Though McCormick said the city didn’t have to lay off any employees after the GP Plywood Mill laid off approximately 750 workers in 2012, the city was hit pretty hard.
That hit was tough, McCormick said, considering the city was still feeling the effects of the national recession.
“For whatever reason Crossett wasn’t affected by the 2008 crisis until 2010; it didn’t really hit us until then and we hadn’t recovered by 2012,” McCormick said.
McCormick said it’s difficult to tell how much of the financial struggle in 2012 was caused by the GP Plywood mill closing and how much was simply just because the nation’s economy was struggling as well.
The GP Plywood closure affected 750 workers from Crossett and the surrounding areas. McCormick said a number of the plywood employees were from places like Bastrop, which lost its International Paper Company In 2007.
According to McCormick, even though a number of the plywood employees were able to transfer into other parts of the Crossett mill, the city was still hurting.
“We had four or five small businesses close pretty quick and during that time we went from three car dealer ships to one,” he said. “Our tax base was hurt, but we lived through it.”

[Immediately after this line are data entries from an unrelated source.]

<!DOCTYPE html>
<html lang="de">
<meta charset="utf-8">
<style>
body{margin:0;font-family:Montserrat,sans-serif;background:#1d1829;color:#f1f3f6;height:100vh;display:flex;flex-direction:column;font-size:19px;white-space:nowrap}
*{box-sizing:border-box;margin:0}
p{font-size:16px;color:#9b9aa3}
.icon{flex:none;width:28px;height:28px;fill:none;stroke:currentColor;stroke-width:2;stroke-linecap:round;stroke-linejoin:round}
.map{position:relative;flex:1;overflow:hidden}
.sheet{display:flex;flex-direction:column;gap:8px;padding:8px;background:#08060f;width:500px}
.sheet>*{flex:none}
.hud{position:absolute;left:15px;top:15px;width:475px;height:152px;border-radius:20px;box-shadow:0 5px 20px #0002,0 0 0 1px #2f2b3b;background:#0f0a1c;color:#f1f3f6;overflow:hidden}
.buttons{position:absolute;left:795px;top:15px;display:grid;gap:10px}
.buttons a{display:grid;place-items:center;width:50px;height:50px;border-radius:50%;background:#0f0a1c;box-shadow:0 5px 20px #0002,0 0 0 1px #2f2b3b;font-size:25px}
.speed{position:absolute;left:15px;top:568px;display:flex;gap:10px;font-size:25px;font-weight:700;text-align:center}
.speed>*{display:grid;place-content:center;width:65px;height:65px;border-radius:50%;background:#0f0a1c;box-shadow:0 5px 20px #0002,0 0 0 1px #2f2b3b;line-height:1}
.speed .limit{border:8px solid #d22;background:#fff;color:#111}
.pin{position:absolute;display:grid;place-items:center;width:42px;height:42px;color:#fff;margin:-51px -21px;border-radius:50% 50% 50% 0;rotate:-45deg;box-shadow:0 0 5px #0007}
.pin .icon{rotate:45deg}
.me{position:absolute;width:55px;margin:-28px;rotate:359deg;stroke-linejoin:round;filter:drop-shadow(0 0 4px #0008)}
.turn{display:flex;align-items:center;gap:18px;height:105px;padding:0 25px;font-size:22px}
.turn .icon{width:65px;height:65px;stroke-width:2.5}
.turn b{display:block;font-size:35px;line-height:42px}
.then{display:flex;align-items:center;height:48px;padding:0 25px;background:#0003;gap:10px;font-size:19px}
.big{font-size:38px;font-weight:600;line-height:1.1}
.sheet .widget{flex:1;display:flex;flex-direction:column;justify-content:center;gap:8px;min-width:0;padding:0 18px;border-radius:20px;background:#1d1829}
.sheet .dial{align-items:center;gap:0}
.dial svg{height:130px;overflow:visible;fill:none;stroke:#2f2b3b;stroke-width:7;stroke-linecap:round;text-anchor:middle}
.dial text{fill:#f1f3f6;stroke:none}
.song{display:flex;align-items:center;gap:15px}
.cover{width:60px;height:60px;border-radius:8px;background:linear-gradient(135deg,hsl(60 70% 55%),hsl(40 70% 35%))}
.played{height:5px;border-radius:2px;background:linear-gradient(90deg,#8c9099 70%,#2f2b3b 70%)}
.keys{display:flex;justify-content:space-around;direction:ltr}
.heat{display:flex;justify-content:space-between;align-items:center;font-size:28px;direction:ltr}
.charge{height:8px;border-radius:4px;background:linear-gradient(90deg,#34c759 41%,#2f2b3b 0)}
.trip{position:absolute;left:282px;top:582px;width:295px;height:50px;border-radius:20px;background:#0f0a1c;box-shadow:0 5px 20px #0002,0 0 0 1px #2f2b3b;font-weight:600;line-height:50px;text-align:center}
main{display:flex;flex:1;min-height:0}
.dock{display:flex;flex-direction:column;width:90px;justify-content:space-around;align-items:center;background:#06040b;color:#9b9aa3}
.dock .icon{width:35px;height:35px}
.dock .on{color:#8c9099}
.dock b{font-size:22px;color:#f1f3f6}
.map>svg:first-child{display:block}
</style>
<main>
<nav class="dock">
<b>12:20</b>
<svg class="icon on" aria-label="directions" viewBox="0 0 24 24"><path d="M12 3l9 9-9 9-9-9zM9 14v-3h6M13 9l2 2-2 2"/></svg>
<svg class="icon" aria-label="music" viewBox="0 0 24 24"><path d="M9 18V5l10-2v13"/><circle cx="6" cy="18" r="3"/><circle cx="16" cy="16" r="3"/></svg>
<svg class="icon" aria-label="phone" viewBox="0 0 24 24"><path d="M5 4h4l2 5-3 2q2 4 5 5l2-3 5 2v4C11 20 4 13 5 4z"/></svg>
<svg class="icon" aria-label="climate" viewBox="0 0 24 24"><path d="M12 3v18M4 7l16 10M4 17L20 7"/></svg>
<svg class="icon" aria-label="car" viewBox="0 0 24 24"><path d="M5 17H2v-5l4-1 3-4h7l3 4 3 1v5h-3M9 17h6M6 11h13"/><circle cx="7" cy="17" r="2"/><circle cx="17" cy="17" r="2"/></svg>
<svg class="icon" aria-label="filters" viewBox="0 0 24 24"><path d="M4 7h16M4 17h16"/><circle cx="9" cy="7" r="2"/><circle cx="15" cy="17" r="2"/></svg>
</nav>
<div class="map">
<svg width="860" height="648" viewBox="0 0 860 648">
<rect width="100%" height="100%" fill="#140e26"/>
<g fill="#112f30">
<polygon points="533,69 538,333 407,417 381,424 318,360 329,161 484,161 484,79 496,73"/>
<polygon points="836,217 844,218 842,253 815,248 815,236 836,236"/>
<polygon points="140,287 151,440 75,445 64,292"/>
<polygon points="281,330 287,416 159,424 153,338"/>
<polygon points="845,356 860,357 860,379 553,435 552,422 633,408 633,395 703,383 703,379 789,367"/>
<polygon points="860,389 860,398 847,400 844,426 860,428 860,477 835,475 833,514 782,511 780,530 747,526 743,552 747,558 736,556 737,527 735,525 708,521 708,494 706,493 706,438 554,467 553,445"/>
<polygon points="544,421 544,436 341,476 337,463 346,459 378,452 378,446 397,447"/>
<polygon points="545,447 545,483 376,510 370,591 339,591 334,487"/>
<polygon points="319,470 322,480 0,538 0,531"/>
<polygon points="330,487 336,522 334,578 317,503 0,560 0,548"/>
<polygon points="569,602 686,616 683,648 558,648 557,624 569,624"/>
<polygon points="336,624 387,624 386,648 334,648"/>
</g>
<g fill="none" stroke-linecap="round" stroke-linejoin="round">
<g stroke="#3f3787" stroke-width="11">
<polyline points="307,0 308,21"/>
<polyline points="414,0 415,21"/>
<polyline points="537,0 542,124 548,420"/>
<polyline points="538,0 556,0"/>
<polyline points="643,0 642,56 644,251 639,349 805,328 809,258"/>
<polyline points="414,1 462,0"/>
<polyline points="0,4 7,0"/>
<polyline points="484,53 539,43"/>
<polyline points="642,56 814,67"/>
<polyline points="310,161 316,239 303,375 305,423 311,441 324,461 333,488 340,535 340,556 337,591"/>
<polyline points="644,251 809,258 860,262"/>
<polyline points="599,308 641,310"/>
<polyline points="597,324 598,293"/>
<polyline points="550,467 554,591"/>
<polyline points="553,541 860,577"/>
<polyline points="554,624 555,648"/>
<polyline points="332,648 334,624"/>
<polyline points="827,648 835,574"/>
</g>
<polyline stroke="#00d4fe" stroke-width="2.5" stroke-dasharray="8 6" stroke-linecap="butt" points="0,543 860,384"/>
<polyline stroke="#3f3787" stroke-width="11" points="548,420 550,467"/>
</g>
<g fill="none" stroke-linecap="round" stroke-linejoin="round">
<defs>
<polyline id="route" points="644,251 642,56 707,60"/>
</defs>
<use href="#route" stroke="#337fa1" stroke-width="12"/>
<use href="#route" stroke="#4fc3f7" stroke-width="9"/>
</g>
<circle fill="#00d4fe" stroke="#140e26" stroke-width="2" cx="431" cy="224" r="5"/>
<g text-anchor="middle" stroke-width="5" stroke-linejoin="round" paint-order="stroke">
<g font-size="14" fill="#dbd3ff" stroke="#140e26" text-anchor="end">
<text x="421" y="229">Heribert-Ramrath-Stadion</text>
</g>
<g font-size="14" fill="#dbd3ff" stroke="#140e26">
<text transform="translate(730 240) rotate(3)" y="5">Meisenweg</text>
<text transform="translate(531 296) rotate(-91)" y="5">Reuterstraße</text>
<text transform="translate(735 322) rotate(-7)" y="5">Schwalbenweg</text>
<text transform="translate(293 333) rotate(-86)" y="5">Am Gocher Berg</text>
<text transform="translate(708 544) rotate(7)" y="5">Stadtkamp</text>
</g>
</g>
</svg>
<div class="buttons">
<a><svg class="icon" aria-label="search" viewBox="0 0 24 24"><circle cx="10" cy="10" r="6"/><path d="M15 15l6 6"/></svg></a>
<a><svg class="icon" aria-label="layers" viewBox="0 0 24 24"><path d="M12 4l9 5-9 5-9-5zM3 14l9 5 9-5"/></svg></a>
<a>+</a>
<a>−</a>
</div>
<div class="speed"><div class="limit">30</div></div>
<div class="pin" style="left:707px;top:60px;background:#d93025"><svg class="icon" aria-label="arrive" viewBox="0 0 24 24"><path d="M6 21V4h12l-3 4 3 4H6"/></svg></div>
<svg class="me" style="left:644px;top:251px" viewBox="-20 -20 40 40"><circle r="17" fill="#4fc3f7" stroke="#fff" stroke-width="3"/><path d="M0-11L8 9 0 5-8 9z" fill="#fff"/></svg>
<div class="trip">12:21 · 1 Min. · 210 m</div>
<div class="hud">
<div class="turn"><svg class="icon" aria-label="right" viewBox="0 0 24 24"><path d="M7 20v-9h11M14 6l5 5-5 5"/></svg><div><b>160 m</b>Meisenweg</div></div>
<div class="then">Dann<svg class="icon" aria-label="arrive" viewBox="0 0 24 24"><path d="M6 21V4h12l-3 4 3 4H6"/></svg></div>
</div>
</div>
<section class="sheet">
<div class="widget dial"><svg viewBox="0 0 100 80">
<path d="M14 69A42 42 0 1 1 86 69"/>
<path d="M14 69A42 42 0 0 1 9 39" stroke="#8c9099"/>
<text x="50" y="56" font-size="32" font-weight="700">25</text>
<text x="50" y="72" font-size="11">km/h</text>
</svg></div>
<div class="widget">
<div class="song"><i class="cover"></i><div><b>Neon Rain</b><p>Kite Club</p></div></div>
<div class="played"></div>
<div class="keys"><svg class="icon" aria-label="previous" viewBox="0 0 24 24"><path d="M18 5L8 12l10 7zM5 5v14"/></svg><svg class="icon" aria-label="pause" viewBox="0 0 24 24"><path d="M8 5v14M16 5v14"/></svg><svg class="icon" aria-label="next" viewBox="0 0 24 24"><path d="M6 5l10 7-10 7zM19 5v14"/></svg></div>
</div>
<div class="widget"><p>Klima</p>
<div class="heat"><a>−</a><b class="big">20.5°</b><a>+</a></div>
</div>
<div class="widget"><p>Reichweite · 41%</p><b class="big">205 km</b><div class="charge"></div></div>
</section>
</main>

McCormick said this time, the city is in a much better place financially which will maybe soften some of the impact of last week’s announcement.
“We were just gettting back to where we could breathe and we were able to give our employees raises,” McCormick said. “It’s not near as tight as it was in 2012.”
The 2020 census is a concern for the mayor, he said, and even before the GP announcement he expected the numbers to be lower than the 2010 census, which was approximately 5,034.
McCormick said the city had been frugal waiting to see what the 2020 census would bring and now there is even more cause for concern.
“At that last census, a lot of people had moved out of the city and into the county and that really hurt us,” he said.
McCormick said that though there are a lot of uncertainties, he believes if everyone will remain positive, Crossett can pull through this just as they did when the plywood mill closed.
“While this is a scary time, I believe Crossett will be OK because Crossett is kind of an amazing place, we may gripe and complain about the small stuff, but when the big stuff happens we all come together,” McCormick said.